----- TASK MATERIAL

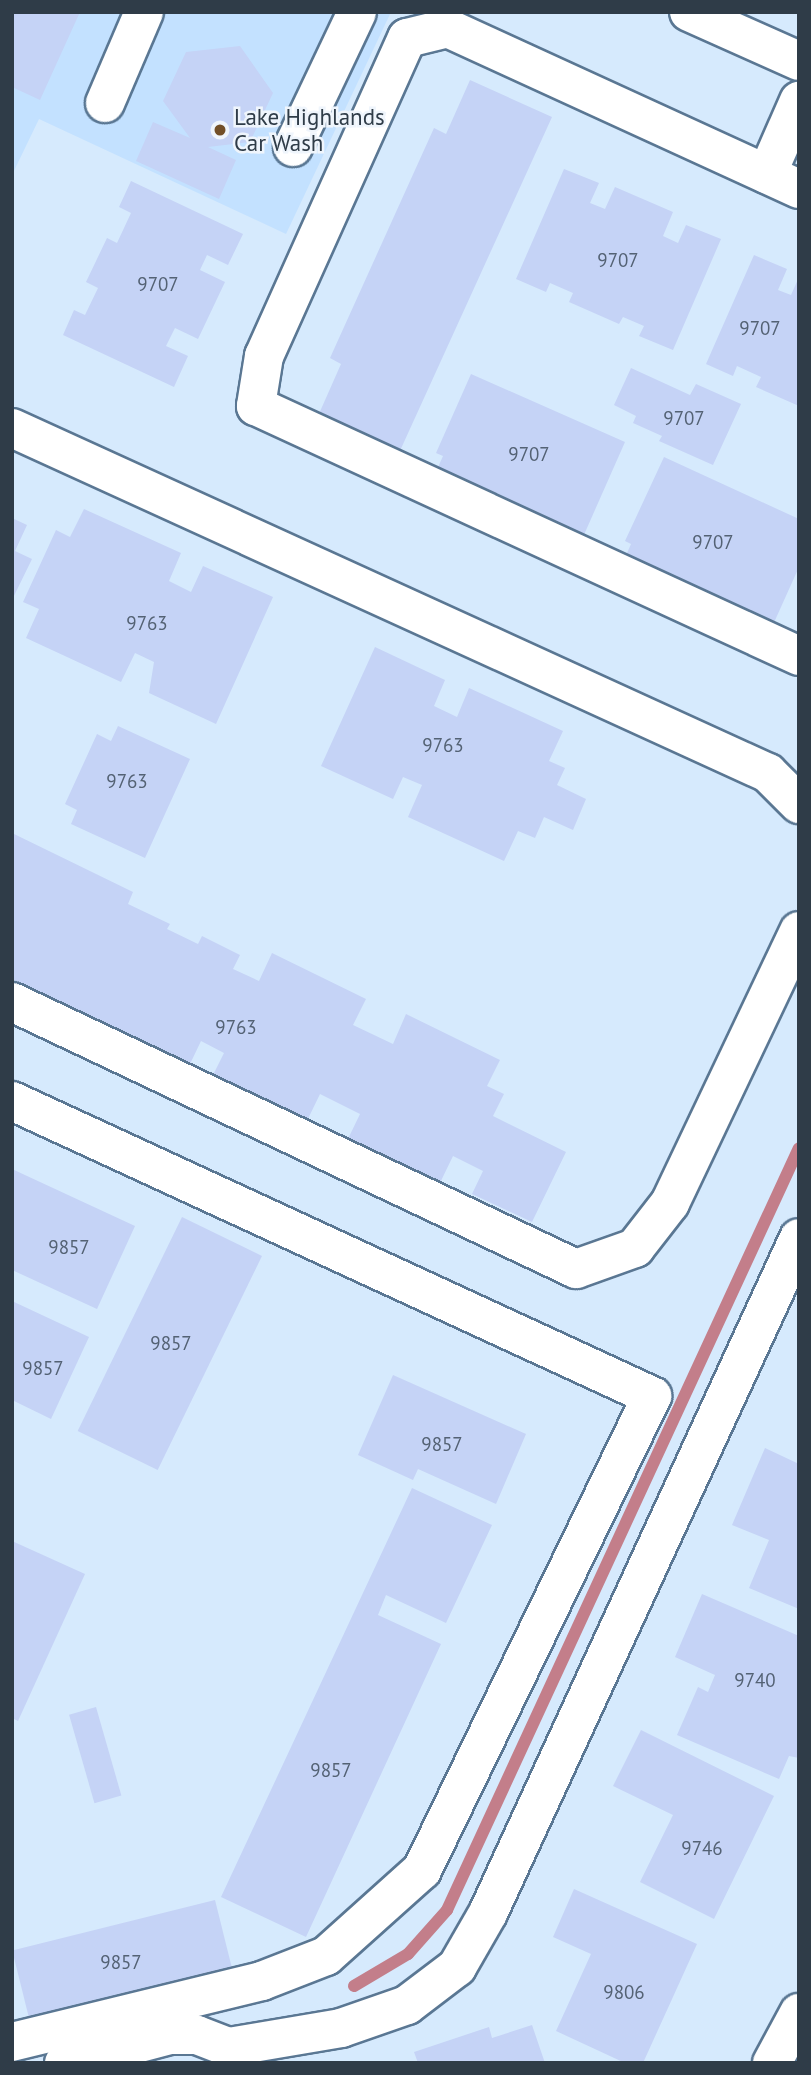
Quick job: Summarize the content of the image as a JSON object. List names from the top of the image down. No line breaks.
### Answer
{"places":["Lake Highlands Car Wash"],"house_numbers":["9707","9707","9707","9707","9707","9707","9763","9763","9763","9763","9857","9857","9857","9857","9740","9857","9746","9857","9806"]}
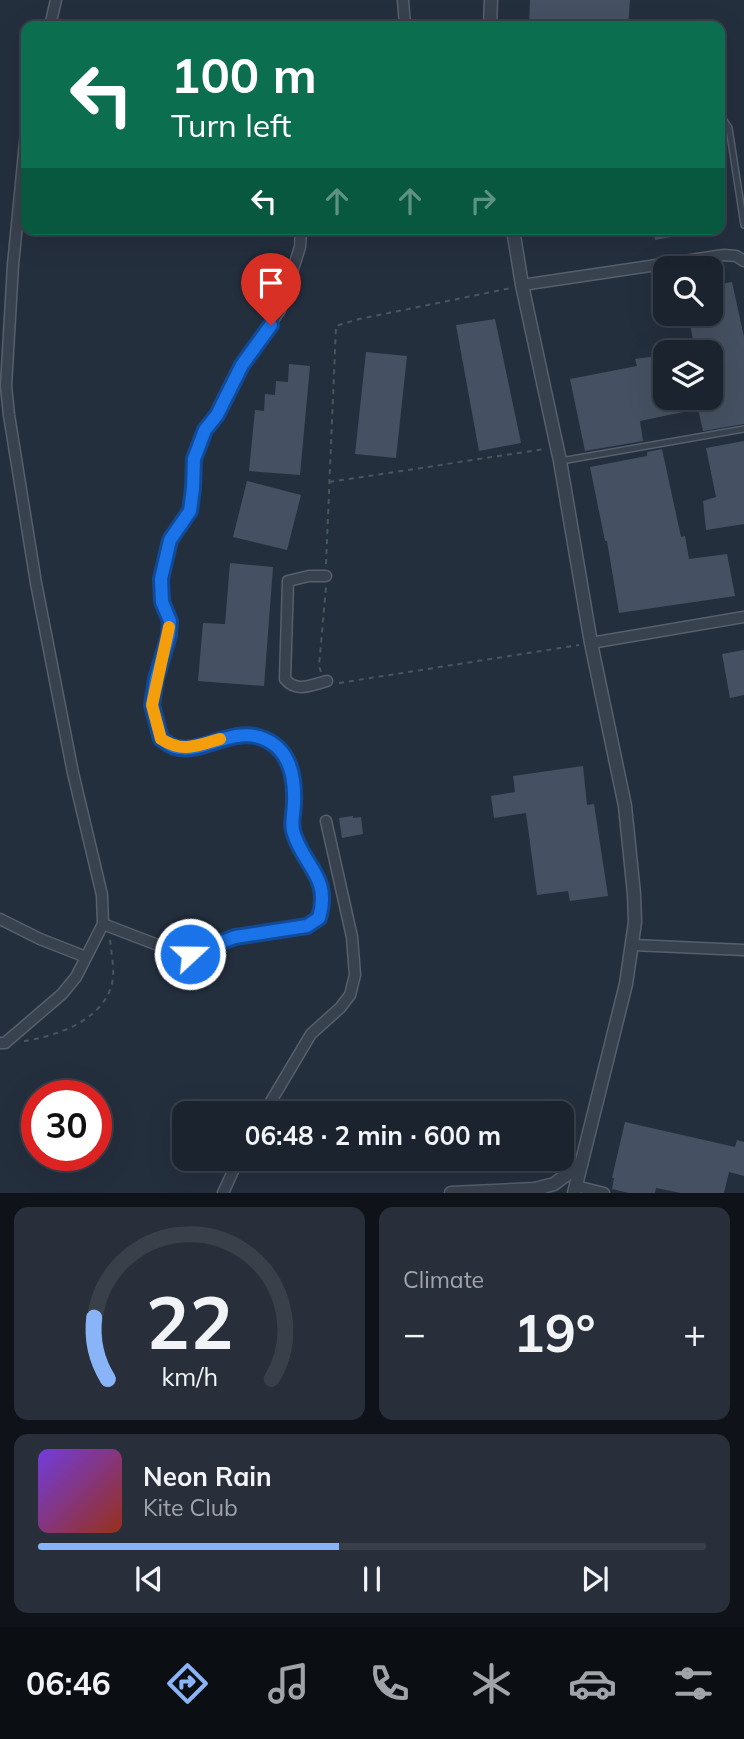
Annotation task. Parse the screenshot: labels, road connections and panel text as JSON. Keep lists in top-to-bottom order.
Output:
{
  "page": {
    "turn": ["100 m", "Turn left"],
    "limit": "30",
    "trip": "06:48 · 2 min · 600 m",
    "tile": "Climate",
    "heat": ["−", "19°", "+"],
    "song": ["Neon Rain", "Kite Club"],
    "tabs": "06:46",
    "gauge": ["22", "km/h"]
  }
}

----------

EXERCISE DETAILS: State how many lines above include the word "JSON", and nothing more.

RESPONSE BOX: 2